Winter is here but the freeze in funding could be easing for start-ups. “Deal activity has picked up in the past few months. We are seeing consolidation in many sectors. The crunch has eased a bit,” says Anand Lunia, Founding Partner at venture capital firm India Quotient.
In the past few months, Sequoia Capital India has invested in several start-ups: Vymo ($5 million), Niki.ai (undisclosed), GoZefo ($6 million), FreshDesk ($55 million, with others), KredX ($6 million), Amogha Polymers ($3 million) and Druva ($51 million, with others).
Sequoia is not alone. Lightspeed Venture Capital invested $10 million in Udaan, a business-to-business (B2B) commerce portal, in one the large early-stage funding rounds this year. Car rental start-up Revv raised $9 million in equity and debt from Edelweiss and two lenders.
Investors had turned cautious in 2016, after the euphoria in 2015, when they raced to invest in Indian start-ups, which drove valuations. Start-up funding fell 60 per cent in 2016 to $2.76 billion (till December 5), down from
$6.91 billion in 2015, according to data from VCCEdge, data platform of News Corp VC Circle. Deal volumes fell 31 per cent in 2016.
“VCs used 2016 to manage costs, set priorities and valuations. It was important for investors to pause, focus on the basics, which sent a message to the founders that raising money is not going to be easy. They need to manage the burn, drift and cut losses,” says Rahul Khanna, Managing Partner at Trifecta Capital.
Although investors such as Sequoia seem more active than earlier (it made 18 deals in the second half of 2016 versus 11 in the first half) the crunch is very much there. Deal value fell to $255 million in November 2016 from $486 million in November 2015. “You may see the odd deals, but the crunch is not over. It will take a while to ease,” says Sasha Mirchandani, Founder and Managing Director at early-stage VC firm Kae Capital.

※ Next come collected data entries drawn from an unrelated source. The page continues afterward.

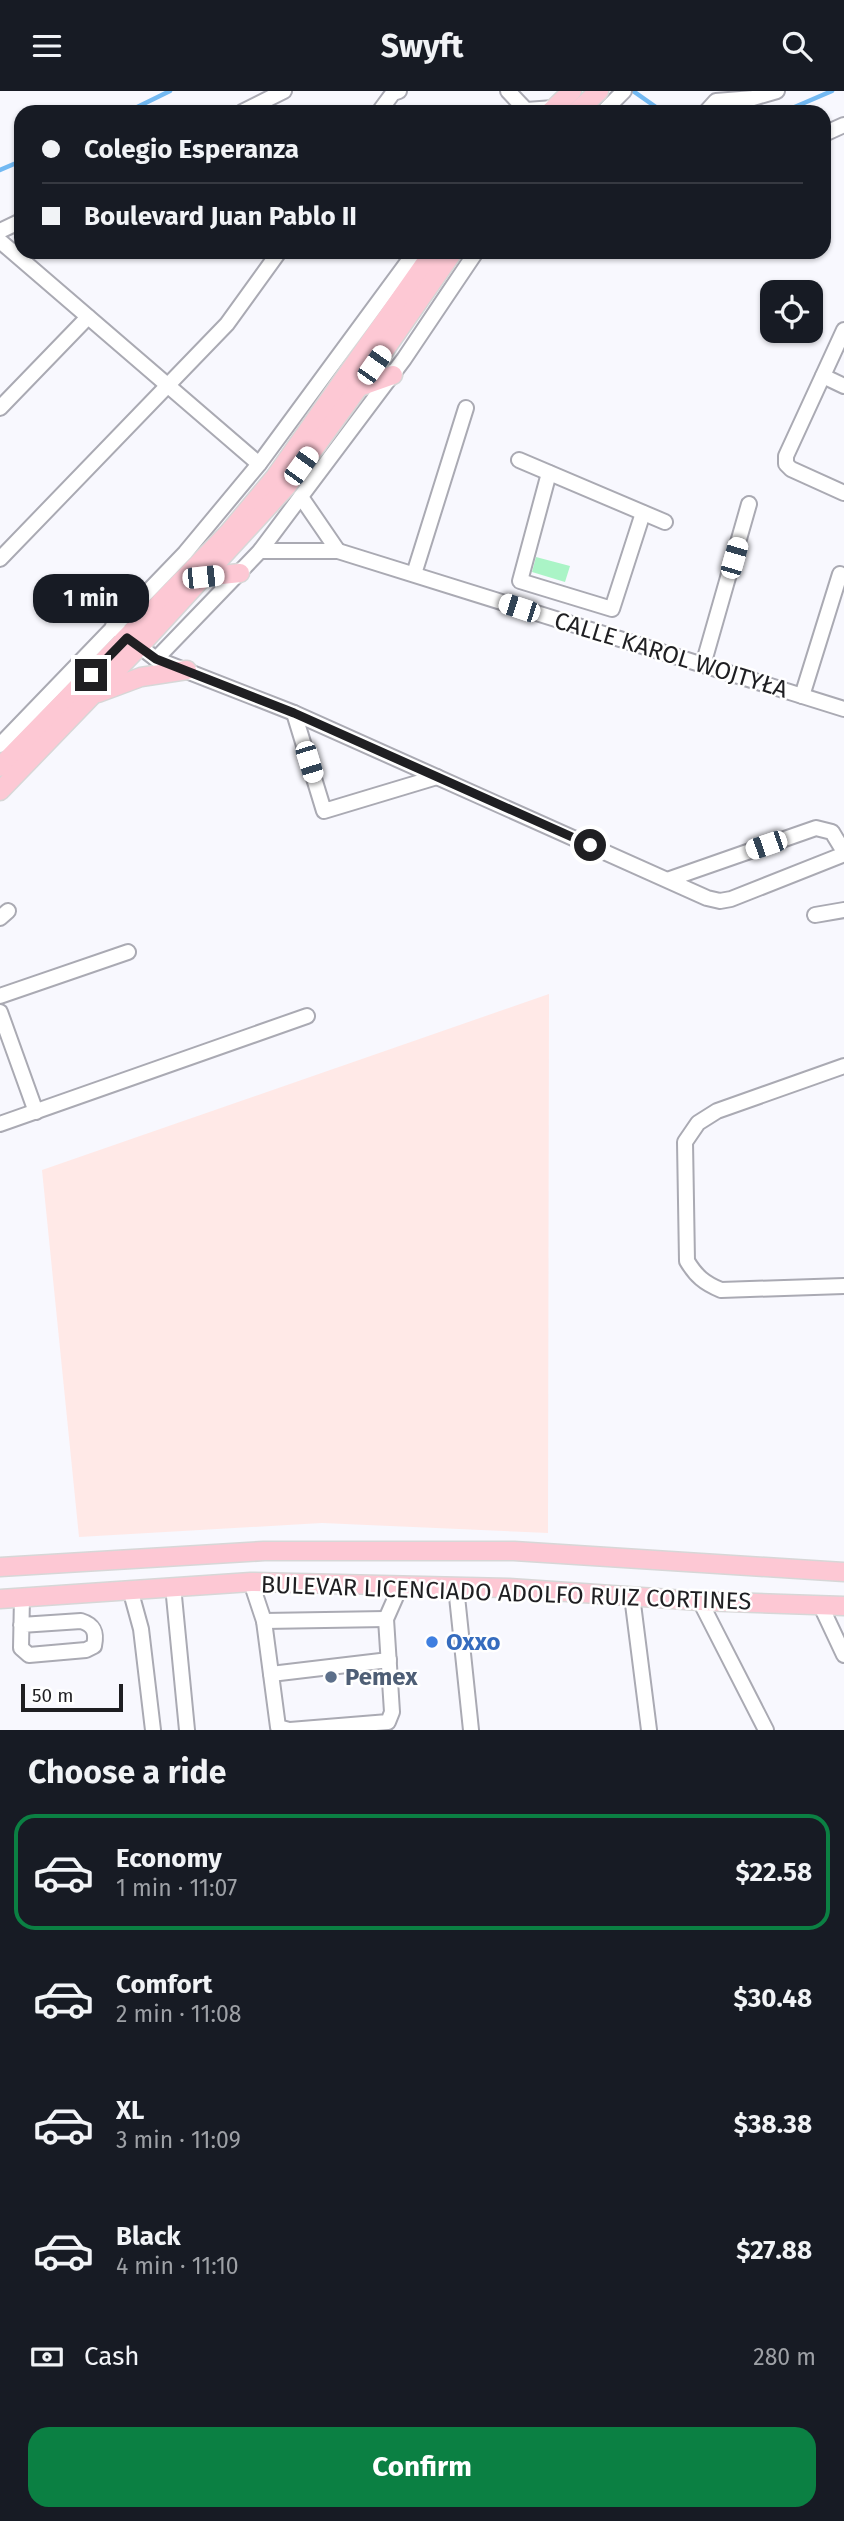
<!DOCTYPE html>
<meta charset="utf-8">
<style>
:root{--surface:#171b24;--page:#20242c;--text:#f1f3f6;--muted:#9ea1a6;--line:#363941;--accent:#0b8043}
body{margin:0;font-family:"Fira Sans",sans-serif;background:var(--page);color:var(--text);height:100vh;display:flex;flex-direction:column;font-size:26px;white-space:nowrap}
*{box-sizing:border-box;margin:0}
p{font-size:23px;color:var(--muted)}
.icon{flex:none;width:38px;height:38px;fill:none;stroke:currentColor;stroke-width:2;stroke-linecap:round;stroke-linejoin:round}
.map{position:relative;height:1639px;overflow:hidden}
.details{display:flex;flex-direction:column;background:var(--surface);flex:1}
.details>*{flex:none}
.banner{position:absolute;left:14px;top:14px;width:817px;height:154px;border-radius:21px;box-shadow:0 2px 5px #0004;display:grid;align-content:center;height:154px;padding:0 28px;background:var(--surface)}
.controls{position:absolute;left:760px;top:189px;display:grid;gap:14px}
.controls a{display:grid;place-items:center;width:63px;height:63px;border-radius:14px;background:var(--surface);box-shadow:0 2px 5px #0004;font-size:35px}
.scale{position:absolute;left:21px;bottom:18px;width:102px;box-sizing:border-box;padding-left:7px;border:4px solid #1f1f22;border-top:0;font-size:19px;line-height:24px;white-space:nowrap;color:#1f1f22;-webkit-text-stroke:5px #fff;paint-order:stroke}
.end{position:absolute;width:32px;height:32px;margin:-16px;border:9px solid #1f1f22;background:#fff;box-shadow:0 0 0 4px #fff}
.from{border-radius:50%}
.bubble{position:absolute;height:49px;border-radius:21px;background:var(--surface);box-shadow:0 2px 5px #0004;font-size:23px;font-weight:700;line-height:49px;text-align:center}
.car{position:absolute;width:21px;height:42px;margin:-21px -10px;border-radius:9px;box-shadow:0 0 5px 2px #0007;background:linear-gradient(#fff 24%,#345 0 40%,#fff 0 76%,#345 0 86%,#fff 0)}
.banner b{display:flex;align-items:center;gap:24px;height:66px;font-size:26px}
.banner b+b{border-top:2px solid var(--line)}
.banner i{width:18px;height:18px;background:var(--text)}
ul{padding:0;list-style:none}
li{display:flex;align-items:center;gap:21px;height:116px;margin:0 14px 10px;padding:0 14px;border:4px solid transparent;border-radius:21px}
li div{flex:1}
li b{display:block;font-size:26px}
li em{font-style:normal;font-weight:700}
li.selected{border-color:var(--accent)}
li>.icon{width:63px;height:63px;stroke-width:1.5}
h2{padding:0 28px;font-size:32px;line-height:84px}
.pay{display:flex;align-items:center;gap:18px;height:77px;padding:0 28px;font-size:26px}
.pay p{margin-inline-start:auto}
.primary-button{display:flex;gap:14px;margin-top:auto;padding:14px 28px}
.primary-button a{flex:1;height:80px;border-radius:21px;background:var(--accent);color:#fff;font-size:28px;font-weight:700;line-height:80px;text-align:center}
header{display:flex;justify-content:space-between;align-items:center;height:91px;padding:0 28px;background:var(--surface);font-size:32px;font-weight:700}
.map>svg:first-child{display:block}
.industrial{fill:#ffe9e7}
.green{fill:#aaf4c6}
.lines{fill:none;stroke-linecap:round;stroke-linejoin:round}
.stream{stroke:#73b9f2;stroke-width:4.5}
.minor-casing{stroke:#aaaab3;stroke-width:18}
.major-casing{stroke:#d7d7d7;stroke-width:21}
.minor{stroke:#fff;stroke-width:14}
.major{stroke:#fdc8d4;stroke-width:18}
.route{stroke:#1f1f22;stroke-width:9}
.shop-dot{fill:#3f7fe0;stroke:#fff;stroke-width:2.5}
.service-dot{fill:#5c6f8a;stroke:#fff;stroke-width:2.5}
.labels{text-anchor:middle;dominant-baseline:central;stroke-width:5;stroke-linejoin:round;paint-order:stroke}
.street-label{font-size:24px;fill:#1f1f22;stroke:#fff}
.shop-label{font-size:24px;font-weight:bold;fill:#366cbe;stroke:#fff;text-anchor:start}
.service-label{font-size:24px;font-weight:bold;fill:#4e5e75;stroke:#fff;text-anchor:start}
</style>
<header><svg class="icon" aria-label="menu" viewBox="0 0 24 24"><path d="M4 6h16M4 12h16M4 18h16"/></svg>Swyft<svg class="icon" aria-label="search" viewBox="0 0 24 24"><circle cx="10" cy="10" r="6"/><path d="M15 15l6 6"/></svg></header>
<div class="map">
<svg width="844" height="1639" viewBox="0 0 844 1639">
<rect width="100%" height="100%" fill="#f8f8fe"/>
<path class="industrial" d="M549,903L548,1442L322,1432L79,1446L42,1079Z"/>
<path class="green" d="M536,466L570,475L565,491L532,481Z"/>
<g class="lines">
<g class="stream">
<path d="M633,0L663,21"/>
<path d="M127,21L170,0"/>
<path d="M783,21L832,0"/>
<path d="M0,79L21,70"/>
</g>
<defs>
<g id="minor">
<path d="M508,0L526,19"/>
<path d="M242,21L284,0"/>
<path d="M379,21L393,2L399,0"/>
<path d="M524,21L526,19L554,17"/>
<path d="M603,21L624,0"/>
<path d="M706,21L716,10L753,7L777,0"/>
<path d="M824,43L844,34"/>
<path d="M0,140L21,130"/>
<path d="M0,150L259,373"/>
<path d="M844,239L786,365V373L791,378L844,402"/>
<path d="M823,285L844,295"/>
<path d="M0,317L88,226"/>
<path d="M519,369L665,431"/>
<path d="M549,382L520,490L612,518L643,422"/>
<path d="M301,406L338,460"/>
<path d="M260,460H338L844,618"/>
<path d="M0,468L227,233L279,161"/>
<path d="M414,483L466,317"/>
<path d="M113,535L156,568L294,622L707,807L720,810L731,808L842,764L843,759L832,741L816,737L667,789"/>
<path d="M156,568L260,460L404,268L476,161"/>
<path d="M703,574L749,413"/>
<path d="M802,605L840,483"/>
<path d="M294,622L324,720L437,686"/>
<path d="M0,654L185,462L259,373L415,161"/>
<path d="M815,824L844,819"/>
<path d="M0,827L8,820"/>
<path d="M0,905L128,861"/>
<path d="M0,921L36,1021"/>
<path d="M844,975L717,1020L698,1032L685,1051L687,1170C696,1185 704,1192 721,1199L844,1195"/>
<path d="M0,1033L307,925"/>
<path d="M251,1491L264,1530L278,1636L289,1639"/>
<path d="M173,1495L187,1639"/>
<path d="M456,1496L471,1639"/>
<path d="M130,1498L141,1538L153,1639"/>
<path d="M632,1505L649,1639"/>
<path d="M700,1510L766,1639"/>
<path d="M820,1513L844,1564"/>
<path d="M264,1530L386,1528"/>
<path d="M21,1534L81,1530C94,1534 97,1541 94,1555L86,1559L29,1564L21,1557L22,1506"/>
<path d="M271,1583L389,1569"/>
<path d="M290,1639L388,1631L392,1621L386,1528L401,1494"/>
</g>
<g id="major">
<path d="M550,21L572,0"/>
<path d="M576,21L599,0"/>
<path d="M359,296L393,284"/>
<path d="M203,486L240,482"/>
<path d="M98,602L141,586L187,579"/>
<path d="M0,676L229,441L275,386L433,161"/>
<path d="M0,700L139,556L287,395L359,296L453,161"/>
<path d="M0,1476L264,1460H514L844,1481"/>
<path d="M0,1508L251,1491L509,1497L700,1510L844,1515"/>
</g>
</defs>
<use href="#minor" class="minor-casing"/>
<use href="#major" class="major-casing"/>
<use href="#minor" class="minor"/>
<use href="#major" class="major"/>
</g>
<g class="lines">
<path class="route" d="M91,584L127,547L156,568L294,622L590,754"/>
</g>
<circle class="shop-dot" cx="432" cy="1551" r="7"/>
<circle class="service-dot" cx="331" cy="1586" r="7"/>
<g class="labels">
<g class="street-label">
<text transform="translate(671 564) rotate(17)">CALLE KAROL WOJTYŁA</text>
<text transform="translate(506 1502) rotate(2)">BULEVAR LICENCIADO ADOLFO RUIZ CORTINES</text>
</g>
<g class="shop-label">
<text x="446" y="1551">Oxxo</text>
</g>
<g class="service-label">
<text x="345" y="1586">Pemex</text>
</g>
</g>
</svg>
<div class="controls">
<a><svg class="icon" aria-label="locate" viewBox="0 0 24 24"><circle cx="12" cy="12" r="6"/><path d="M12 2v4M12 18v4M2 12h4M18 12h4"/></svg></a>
</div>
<div class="scale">50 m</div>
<i class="end from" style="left:590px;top:754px"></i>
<i class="end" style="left:91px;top:584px"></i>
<div class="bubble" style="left:33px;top:483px;width:116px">1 min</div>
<i class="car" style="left:374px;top:274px;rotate:35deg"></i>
<i class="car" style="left:301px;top:375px;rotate:36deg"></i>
<i class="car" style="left:734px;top:467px;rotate:16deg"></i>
<i class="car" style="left:203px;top:486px;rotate:84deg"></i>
<i class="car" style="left:519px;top:517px;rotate:288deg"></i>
<i class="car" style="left:309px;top:671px;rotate:163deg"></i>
<i class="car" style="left:766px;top:754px;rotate:251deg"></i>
<div class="banner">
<b><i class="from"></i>Colegio Esperanza</b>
<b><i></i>Boulevard Juan Pablo II</b>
</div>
</div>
<section class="details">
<h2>Choose a ride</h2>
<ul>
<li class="selected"><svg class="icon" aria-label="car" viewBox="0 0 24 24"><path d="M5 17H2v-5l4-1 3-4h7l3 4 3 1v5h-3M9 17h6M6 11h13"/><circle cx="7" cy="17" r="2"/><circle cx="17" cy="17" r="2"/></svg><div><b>Economy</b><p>1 min · 11:07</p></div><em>$22.58</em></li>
<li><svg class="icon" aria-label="car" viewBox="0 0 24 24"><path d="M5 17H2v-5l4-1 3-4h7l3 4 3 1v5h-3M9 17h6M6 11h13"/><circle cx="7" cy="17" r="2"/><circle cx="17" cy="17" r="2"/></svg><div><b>Comfort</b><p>2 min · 11:08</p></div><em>$30.48</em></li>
<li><svg class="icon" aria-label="car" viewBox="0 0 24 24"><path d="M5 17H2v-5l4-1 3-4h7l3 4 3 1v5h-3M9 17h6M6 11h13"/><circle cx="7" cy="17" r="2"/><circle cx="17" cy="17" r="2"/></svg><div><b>XL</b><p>3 min · 11:09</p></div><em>$38.38</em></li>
<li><svg class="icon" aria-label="car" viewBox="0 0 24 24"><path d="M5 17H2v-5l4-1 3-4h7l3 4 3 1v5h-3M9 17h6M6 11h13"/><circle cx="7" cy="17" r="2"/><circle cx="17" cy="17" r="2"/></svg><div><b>Black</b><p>4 min · 11:10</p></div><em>$27.88</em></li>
</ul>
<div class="pay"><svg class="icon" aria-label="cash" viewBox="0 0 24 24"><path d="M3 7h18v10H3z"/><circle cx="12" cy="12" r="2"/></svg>Cash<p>280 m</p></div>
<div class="primary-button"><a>Confirm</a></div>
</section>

“It is hard to say if the crunch has eased. Rounds are smaller and taking longer to close. The new normal is a single-digit pre-money valuation against double-digit valuations earlier. So, they are raising $3 million to $5 million in Series-A versus $6-7 million earlier,” says Khanna.
Bigger investors such as SoftBank, Tiger Global and DST Global, which led the euphoria in 2015, have not resumed investing, except follow-on deals.
“The metrics have changed. Investors are looking for past performance, scalability and entry barriers: intellectual property and unit economics,” says Abhishek Agarwal, Co-Founder and Chief Executive Officer, Credit Vidya.
“If you don’t have your unit economics in place, you can’t raise money any more. You won’t have one more Housing.com,” adds Agarwal. Investors say they are looking for unit economics like profitability per transaction or profitability per customer and start-ups have to show that customers can be profitable over time. “You can’t keep losing money,’’ says a VC.